START MATERIALS PROVIDED
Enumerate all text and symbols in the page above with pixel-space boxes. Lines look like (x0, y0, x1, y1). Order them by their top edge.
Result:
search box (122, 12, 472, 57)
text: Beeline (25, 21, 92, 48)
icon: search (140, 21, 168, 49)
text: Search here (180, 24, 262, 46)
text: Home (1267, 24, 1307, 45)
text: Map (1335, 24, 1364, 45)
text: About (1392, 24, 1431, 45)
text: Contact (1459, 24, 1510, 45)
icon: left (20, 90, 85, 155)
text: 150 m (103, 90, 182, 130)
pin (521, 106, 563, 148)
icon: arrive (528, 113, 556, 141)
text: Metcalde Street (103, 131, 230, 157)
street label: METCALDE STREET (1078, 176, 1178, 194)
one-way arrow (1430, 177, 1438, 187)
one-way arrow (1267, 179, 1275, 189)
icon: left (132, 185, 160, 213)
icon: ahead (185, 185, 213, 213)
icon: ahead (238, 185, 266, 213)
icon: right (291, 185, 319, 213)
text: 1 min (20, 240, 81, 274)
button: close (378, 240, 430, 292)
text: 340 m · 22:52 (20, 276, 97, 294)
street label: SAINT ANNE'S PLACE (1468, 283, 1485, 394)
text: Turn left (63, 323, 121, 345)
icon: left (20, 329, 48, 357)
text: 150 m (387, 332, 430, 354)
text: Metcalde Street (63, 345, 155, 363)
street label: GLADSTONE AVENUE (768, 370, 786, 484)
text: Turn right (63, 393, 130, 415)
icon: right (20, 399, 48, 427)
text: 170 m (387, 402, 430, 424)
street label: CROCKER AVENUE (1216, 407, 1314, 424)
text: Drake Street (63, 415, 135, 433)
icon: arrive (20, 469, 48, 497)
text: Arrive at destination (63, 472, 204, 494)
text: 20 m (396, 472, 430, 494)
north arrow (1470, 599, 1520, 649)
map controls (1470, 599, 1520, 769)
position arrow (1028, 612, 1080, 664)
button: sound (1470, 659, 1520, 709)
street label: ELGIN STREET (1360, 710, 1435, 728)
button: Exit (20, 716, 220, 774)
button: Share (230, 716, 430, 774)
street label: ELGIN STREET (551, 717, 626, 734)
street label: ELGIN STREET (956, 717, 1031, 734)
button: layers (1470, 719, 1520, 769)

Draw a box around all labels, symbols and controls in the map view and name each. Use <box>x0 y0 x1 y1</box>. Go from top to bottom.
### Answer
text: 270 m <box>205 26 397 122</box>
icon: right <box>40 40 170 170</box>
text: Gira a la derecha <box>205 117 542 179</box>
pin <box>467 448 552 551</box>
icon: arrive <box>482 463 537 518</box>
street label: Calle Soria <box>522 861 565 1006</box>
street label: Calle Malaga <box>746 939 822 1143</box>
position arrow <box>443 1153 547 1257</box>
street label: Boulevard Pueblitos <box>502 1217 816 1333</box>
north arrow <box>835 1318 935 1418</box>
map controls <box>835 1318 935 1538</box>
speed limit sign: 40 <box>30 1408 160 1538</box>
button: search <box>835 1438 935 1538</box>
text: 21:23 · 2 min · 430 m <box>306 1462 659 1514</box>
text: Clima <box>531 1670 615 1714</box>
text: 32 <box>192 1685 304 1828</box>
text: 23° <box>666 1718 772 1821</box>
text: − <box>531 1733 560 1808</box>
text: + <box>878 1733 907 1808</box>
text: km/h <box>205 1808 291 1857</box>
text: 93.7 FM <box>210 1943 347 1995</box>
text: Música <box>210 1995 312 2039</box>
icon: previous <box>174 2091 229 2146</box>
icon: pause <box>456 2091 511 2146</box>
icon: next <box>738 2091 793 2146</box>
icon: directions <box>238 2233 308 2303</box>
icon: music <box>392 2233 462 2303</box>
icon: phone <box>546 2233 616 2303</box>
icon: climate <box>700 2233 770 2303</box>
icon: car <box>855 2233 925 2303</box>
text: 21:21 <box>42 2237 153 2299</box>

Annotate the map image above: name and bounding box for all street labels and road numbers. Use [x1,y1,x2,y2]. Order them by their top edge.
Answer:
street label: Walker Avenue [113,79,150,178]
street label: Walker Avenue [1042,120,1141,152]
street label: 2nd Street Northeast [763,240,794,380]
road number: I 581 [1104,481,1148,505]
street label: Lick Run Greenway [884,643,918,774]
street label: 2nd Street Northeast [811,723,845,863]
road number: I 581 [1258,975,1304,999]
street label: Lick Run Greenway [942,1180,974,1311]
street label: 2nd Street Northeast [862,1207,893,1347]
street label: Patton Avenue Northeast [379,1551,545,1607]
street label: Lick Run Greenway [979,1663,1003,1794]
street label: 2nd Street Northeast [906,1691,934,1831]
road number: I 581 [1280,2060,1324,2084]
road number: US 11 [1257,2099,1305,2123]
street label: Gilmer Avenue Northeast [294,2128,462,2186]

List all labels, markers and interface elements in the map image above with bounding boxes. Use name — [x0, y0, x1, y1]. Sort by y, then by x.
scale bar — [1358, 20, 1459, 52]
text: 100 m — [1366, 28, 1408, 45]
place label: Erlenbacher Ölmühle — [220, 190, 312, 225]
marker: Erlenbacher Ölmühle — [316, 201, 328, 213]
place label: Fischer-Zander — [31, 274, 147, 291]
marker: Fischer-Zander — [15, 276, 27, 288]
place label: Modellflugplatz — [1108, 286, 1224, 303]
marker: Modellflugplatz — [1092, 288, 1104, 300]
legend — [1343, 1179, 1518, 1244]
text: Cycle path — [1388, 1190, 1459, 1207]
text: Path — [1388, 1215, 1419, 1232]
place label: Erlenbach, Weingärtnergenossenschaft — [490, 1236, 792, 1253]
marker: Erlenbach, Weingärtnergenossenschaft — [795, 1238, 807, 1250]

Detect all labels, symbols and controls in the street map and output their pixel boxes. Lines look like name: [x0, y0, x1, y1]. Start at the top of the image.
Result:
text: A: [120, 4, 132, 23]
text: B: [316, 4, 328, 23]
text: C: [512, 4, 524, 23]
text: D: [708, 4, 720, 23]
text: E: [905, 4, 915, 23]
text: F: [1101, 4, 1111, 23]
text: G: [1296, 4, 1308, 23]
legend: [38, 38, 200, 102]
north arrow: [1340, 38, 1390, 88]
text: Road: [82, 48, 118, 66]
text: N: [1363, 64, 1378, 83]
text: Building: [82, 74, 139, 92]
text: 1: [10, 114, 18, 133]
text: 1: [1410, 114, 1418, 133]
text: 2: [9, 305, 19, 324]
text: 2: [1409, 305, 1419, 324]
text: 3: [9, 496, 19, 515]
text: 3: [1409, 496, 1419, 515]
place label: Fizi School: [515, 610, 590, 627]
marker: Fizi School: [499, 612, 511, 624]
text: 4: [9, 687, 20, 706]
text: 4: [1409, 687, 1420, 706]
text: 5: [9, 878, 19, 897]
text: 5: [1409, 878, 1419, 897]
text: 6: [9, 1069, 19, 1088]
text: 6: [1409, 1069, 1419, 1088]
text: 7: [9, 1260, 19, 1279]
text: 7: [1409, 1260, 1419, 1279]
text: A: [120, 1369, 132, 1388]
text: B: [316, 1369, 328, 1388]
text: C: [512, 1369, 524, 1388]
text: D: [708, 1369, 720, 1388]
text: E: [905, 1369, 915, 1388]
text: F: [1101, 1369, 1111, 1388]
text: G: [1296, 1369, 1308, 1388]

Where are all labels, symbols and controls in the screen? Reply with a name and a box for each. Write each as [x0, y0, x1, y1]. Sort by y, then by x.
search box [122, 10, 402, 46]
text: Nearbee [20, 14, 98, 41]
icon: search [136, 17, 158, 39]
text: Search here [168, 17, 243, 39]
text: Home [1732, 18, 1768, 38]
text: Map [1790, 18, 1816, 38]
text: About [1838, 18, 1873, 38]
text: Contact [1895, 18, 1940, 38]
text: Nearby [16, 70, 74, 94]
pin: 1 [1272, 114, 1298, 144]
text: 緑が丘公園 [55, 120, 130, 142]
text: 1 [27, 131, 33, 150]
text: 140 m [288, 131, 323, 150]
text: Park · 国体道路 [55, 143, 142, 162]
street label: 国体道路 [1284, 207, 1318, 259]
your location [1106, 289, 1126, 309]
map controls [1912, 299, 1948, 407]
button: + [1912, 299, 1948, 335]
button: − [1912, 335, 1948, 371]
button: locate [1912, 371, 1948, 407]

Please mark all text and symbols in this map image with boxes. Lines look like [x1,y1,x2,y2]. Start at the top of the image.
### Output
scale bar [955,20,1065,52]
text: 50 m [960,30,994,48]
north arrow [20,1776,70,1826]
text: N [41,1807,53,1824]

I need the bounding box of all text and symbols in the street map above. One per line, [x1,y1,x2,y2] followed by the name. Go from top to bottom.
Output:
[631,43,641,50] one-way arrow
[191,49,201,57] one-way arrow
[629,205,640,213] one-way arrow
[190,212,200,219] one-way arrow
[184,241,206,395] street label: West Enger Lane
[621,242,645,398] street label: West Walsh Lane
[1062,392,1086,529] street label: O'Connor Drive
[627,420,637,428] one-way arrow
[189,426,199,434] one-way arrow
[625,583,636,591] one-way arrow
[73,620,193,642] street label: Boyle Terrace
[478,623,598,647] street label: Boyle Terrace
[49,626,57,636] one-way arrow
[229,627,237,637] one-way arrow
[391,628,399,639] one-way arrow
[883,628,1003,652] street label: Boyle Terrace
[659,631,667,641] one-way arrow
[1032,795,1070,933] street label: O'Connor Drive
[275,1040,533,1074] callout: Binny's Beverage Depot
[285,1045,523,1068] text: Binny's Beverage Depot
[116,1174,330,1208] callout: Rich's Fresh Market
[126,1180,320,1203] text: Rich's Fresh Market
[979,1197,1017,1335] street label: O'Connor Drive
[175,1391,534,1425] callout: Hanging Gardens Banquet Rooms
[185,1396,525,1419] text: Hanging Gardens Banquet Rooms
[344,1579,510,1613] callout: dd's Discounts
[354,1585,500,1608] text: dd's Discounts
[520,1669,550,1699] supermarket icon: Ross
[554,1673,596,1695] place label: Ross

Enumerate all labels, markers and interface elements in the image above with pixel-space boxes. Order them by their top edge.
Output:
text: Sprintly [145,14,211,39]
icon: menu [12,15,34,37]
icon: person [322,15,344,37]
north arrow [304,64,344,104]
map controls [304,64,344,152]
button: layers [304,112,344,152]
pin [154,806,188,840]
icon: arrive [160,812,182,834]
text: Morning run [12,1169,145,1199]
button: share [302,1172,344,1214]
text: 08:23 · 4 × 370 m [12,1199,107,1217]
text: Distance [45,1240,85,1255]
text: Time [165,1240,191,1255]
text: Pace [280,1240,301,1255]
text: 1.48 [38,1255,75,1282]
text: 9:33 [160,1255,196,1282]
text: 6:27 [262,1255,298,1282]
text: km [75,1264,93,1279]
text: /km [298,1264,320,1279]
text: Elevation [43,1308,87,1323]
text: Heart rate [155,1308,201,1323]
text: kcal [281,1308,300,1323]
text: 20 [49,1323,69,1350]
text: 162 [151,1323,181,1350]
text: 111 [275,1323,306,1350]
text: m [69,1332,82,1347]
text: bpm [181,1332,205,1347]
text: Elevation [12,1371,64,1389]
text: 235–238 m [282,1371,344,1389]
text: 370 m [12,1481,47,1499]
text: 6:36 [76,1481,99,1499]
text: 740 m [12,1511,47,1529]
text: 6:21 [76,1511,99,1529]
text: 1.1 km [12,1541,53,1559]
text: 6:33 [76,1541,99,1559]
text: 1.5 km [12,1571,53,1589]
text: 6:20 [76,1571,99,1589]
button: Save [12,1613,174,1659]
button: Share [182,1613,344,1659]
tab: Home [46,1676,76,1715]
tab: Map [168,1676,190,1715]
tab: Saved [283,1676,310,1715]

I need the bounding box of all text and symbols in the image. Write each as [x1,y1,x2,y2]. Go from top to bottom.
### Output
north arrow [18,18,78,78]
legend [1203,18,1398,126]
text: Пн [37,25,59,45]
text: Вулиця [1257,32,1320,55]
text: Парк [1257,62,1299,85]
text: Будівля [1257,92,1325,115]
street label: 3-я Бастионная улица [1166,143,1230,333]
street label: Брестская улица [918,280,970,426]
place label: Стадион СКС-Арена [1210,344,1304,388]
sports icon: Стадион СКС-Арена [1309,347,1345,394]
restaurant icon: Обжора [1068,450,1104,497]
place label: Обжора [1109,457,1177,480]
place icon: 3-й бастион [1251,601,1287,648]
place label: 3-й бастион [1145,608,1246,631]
END MATERIALS PROVIDED
*YOUR GOAL*. Please return the lines above that run from the line containing "Where are all" to the line containing "name. Go from top to bottom.", inclusive, exactly and with no other lines.

*FINISHED EXERCISE*.
Where are all labels, symbols and controls in the screen? Reply with a name and a box for each. Write each as [x0, y0, x1, y1]. Sort by y, then by x.
search box [122, 10, 402, 46]
text: Nearbee [20, 14, 98, 41]
icon: search [136, 17, 158, 39]
text: Search here [168, 17, 243, 39]
text: Home [1732, 18, 1768, 38]
text: Map [1790, 18, 1816, 38]
text: About [1838, 18, 1873, 38]
text: Contact [1895, 18, 1940, 38]
text: Nearby [16, 70, 74, 94]
pin: 1 [1272, 114, 1298, 144]
text: 緑が丘公園 [55, 120, 130, 142]
text: 1 [27, 131, 33, 150]
text: 140 m [288, 131, 323, 150]
text: Park · 国体道路 [55, 143, 142, 162]
street label: 国体道路 [1284, 207, 1318, 259]
your location [1106, 289, 1126, 309]
map controls [1912, 299, 1948, 407]
button: + [1912, 299, 1948, 335]
button: − [1912, 335, 1948, 371]
button: locate [1912, 371, 1948, 407]

Please mark all text and symbols in this map image with boxes. Lines look like [x1,y1,x2,y2]. Start at the top of the image.
### Output
scale bar [955,20,1065,52]
text: 50 m [960,30,994,48]
north arrow [20,1776,70,1826]
text: N [41,1807,53,1824]

I need the bounding box of all text and symbols in the street map above. One per line, [x1,y1,x2,y2] followed by the name. Go from top to bottom.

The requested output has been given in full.